● YOUR ASSIGNMENT: Produce an exact copy of the first line of the data below and each line after it, please, up to and including the one with "position:absolute; right:21px; top:21px;".

● THE DATA:
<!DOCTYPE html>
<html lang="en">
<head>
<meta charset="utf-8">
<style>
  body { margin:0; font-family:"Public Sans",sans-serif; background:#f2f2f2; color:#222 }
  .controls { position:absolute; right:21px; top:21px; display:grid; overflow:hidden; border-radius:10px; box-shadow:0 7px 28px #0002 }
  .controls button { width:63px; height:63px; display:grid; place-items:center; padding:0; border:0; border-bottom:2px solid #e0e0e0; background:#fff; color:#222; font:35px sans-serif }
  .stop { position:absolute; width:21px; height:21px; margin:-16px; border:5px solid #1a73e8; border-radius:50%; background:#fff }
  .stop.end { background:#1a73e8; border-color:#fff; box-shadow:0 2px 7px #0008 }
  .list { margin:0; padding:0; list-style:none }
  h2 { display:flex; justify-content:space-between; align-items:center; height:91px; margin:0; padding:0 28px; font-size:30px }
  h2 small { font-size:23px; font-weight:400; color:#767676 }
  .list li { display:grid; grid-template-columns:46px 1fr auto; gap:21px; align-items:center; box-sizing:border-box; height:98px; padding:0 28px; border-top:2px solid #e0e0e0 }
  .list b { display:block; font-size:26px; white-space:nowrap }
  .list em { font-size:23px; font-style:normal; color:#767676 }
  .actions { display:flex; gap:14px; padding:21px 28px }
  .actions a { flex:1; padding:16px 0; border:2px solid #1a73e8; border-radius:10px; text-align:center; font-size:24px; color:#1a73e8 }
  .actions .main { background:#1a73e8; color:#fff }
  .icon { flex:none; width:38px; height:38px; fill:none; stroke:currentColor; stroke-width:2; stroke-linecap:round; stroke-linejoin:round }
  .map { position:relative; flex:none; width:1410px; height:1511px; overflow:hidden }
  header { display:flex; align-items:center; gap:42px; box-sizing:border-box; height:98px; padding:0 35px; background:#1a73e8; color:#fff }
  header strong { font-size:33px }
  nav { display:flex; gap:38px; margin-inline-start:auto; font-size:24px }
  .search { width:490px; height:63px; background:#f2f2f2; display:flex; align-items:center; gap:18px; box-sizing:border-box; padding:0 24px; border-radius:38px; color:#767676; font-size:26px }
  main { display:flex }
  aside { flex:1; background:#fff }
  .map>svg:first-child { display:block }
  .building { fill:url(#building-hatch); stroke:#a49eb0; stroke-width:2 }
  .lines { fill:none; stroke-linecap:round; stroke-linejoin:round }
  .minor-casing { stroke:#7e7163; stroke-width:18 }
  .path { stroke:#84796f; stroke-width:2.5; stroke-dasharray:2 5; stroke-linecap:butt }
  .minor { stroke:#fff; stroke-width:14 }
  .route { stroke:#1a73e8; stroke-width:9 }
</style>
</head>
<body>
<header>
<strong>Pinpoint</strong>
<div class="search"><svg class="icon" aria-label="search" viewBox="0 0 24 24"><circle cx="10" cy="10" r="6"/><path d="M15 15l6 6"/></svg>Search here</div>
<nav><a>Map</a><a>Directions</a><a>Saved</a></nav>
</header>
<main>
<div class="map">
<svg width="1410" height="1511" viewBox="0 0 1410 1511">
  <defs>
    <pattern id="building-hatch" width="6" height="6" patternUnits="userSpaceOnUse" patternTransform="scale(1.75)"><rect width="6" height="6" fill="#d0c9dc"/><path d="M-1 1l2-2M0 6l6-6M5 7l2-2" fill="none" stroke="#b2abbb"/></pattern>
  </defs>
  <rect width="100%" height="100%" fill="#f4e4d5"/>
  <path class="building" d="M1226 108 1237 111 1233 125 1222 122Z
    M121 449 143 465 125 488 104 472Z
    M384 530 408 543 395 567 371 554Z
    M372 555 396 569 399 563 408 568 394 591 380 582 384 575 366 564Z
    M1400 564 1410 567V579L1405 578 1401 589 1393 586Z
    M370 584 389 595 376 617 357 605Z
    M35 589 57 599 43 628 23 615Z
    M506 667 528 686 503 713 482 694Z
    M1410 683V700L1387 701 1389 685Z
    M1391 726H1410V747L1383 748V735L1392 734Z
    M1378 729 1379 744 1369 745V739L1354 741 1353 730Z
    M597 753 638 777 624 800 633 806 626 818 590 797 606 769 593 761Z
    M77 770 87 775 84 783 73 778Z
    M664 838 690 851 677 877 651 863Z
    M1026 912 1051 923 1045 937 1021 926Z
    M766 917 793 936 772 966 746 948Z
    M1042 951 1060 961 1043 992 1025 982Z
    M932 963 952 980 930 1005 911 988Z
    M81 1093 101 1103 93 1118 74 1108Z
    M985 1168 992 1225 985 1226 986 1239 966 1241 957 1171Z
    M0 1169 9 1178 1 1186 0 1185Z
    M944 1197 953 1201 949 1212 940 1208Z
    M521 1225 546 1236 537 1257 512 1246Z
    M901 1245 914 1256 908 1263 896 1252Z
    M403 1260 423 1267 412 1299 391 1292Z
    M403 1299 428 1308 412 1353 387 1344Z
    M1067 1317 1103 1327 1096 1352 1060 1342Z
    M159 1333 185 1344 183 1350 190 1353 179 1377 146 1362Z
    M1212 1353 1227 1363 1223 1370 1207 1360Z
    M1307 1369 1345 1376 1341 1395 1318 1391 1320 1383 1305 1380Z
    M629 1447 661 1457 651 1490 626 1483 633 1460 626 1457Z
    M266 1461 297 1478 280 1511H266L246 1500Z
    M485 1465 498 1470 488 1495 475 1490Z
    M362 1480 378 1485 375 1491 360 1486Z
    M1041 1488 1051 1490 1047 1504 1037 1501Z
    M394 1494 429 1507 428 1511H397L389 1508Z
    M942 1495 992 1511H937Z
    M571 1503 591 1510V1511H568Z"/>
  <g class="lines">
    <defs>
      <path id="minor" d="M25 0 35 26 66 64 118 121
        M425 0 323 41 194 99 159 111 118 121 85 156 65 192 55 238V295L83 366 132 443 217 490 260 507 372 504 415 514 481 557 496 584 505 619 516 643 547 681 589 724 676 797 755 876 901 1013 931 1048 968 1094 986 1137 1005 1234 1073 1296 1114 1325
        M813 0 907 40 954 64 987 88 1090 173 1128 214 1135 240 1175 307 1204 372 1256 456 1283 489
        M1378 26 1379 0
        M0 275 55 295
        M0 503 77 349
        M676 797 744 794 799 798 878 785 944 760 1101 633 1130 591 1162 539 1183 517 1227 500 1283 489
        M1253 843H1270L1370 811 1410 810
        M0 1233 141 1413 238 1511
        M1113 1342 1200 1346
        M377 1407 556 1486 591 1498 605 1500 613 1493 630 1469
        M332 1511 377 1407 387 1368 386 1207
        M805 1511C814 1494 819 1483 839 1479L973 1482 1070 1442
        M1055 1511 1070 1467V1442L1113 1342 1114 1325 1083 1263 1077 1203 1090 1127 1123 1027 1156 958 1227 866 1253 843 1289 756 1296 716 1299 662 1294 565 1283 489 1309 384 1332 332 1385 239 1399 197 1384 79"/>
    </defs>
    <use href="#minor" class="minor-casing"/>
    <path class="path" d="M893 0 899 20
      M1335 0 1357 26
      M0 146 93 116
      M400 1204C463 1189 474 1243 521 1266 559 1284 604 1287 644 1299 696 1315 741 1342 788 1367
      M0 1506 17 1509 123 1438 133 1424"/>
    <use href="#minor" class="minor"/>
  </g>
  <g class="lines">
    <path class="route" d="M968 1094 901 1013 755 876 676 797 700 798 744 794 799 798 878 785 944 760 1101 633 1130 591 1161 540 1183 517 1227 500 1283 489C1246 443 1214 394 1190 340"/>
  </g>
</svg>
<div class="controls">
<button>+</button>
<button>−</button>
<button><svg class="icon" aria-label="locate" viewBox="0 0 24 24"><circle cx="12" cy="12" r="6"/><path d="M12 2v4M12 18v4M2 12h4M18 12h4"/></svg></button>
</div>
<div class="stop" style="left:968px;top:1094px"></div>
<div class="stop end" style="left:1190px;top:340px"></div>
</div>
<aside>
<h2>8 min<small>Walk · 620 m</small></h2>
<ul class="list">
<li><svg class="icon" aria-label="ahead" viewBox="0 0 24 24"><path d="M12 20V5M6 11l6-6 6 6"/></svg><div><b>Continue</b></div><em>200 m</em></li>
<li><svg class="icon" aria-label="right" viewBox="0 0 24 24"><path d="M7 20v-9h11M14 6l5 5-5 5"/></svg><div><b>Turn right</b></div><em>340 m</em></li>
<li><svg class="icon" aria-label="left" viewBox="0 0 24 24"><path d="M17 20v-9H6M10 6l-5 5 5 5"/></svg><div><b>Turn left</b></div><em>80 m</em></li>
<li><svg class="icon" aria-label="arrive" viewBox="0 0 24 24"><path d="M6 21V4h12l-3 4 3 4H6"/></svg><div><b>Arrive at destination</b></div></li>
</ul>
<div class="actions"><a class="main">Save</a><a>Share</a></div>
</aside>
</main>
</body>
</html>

● RESPONSE AREA:
<!DOCTYPE html>
<html lang="en">
<head>
<meta charset="utf-8">
<style>
  body { margin:0; font-family:"Public Sans",sans-serif; background:#f2f2f2; color:#222 }
  .controls { position:absolute; right:21px; top:21px; display:grid; overflow:hidden; border-radius:10px; box-shadow:0 7px 28px #0002 }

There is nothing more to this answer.